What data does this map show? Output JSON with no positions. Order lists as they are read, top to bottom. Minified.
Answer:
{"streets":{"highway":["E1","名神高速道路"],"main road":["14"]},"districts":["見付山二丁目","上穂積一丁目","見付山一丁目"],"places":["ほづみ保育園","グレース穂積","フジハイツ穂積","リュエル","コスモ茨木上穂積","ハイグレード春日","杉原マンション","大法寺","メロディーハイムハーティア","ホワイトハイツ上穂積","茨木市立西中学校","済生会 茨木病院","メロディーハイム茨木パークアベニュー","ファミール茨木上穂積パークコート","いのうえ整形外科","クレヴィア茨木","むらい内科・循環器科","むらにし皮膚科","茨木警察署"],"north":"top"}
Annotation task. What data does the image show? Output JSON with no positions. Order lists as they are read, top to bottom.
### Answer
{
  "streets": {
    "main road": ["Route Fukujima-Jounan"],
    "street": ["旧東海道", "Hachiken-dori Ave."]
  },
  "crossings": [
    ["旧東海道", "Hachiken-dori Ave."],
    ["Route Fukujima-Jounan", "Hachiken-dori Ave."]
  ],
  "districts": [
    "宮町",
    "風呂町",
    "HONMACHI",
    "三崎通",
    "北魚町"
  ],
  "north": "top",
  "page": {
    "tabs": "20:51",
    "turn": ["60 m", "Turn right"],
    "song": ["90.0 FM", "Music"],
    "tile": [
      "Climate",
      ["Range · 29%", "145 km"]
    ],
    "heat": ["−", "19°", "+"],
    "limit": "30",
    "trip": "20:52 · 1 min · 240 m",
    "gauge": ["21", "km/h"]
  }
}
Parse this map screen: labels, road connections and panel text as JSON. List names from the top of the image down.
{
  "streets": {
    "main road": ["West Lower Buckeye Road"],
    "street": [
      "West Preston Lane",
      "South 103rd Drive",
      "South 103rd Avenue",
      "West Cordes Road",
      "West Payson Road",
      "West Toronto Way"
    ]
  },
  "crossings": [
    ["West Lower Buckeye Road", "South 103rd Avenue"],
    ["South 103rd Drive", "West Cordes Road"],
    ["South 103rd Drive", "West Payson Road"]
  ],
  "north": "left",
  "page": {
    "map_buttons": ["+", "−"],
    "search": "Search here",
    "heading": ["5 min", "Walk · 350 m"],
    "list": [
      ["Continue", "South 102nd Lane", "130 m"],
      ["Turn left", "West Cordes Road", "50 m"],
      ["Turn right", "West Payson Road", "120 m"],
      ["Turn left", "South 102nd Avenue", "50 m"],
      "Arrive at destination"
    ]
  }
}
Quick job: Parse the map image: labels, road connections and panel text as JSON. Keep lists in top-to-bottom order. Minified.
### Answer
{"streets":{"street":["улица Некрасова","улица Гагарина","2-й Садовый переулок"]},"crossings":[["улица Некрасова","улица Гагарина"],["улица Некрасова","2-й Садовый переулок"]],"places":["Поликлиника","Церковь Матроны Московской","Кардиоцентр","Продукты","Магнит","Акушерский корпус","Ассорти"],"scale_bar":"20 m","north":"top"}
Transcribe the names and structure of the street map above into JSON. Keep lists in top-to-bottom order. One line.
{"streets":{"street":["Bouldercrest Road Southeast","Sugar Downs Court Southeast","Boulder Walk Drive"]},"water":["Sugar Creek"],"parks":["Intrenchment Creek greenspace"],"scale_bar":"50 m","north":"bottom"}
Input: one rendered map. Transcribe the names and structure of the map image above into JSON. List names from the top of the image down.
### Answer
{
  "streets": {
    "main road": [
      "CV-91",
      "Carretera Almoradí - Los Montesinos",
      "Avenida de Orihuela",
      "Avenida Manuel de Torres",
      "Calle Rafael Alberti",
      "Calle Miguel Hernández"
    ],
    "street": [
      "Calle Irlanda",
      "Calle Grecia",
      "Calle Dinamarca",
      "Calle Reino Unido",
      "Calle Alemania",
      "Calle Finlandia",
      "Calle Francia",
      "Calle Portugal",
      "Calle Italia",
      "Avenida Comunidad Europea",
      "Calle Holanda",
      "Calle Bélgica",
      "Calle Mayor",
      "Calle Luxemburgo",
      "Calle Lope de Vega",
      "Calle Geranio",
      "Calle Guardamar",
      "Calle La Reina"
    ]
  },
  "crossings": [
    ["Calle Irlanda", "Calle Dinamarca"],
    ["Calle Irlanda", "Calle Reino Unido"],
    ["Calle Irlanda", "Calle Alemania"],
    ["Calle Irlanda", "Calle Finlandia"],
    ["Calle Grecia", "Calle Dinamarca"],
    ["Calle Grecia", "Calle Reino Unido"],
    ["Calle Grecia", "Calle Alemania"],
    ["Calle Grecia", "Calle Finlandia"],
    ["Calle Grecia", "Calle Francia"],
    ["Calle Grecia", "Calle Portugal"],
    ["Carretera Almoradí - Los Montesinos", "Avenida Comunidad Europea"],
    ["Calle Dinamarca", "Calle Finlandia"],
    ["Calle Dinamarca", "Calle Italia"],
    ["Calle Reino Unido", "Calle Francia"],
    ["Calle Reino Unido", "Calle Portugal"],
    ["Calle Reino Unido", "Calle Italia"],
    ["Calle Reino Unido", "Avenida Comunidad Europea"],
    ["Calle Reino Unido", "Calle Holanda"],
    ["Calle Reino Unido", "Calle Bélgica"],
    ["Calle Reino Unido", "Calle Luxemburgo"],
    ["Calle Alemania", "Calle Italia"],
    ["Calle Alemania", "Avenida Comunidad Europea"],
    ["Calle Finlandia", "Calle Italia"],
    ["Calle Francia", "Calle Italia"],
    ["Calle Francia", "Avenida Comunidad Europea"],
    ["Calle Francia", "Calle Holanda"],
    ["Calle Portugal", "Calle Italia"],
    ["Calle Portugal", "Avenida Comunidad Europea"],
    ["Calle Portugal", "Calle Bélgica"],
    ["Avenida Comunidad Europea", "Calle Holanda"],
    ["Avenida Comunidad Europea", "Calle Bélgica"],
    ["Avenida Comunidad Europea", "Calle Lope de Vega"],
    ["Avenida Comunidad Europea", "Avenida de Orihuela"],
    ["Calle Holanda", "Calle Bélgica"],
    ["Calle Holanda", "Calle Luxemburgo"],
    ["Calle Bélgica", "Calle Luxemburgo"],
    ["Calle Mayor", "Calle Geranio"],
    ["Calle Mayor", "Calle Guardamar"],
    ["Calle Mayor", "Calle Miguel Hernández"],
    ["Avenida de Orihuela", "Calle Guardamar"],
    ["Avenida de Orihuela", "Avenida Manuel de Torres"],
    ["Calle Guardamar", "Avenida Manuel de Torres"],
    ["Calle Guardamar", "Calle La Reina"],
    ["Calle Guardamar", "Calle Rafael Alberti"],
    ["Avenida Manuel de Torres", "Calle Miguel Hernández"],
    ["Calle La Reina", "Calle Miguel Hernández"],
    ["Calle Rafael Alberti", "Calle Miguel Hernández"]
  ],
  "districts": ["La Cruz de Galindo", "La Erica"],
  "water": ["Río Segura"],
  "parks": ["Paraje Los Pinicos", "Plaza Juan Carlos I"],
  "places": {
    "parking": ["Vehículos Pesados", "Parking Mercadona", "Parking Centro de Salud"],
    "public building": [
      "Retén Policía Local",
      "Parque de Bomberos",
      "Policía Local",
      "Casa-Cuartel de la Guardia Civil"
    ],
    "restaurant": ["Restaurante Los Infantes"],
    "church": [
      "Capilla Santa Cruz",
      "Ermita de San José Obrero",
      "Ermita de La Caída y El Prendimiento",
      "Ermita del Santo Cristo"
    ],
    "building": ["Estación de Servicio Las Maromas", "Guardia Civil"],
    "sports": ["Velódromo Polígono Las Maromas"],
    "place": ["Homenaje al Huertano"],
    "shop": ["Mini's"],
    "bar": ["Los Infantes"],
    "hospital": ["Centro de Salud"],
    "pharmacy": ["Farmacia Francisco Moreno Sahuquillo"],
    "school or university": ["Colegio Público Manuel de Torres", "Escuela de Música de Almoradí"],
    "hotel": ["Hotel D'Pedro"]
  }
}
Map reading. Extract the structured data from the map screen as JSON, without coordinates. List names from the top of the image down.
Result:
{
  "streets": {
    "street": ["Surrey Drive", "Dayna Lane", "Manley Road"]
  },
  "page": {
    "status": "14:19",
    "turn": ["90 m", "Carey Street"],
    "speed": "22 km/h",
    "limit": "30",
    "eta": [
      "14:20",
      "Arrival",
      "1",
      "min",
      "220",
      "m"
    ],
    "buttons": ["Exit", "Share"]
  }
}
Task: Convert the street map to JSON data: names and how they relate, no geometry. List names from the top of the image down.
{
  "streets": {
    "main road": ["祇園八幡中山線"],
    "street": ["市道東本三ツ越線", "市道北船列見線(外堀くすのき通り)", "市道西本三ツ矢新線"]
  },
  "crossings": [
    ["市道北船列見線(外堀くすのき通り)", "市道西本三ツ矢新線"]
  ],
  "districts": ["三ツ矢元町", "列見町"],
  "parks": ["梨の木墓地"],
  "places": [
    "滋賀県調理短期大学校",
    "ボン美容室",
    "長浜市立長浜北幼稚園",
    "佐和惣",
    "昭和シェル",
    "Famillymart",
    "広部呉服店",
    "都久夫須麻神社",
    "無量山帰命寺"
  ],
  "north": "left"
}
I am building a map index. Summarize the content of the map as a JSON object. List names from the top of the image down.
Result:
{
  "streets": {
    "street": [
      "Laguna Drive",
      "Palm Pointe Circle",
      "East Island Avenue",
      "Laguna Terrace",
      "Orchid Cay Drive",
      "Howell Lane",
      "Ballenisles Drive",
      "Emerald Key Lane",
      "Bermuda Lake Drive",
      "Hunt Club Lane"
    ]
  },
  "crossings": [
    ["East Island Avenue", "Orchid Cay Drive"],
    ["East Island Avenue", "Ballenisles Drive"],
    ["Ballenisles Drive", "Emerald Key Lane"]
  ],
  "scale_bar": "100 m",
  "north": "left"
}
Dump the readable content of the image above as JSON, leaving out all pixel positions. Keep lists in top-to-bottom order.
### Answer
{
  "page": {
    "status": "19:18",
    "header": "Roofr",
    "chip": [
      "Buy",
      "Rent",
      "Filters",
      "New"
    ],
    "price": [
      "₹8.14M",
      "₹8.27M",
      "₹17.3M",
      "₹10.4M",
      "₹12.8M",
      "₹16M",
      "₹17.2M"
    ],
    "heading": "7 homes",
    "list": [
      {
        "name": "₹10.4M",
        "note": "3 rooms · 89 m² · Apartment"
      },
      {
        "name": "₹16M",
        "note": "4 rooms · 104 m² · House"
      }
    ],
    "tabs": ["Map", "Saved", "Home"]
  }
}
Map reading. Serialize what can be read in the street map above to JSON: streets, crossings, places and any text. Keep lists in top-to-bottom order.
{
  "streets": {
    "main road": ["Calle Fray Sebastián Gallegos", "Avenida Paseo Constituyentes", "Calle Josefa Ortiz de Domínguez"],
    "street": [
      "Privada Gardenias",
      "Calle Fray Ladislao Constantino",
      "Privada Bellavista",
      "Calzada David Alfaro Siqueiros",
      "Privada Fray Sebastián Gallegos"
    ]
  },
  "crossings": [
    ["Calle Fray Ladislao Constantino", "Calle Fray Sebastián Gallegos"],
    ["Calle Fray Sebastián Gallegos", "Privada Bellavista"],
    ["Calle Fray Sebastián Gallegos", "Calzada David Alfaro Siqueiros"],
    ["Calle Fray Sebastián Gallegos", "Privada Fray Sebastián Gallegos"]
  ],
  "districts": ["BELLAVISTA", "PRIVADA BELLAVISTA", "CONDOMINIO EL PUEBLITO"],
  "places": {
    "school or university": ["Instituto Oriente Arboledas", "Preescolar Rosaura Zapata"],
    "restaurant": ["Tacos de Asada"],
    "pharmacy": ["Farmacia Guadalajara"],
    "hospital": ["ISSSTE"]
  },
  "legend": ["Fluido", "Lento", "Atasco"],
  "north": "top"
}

++++++++++

- EXERCISE PROMPT
Check each line of the material for the word "positions". Copy the ones that have it.

- ANSWER TO THE PROBLEM
What data does this map show? Output JSON with no positions. Order lists as they are read, top to bottom. Minified.
Annotation task. What data does the image show? Output JSON with no positions. Order lists as they are read, top to bottom.
Dump the readable content of the image above as JSON, leaving out all pixel positions. Keep lists in top-to-bottom order.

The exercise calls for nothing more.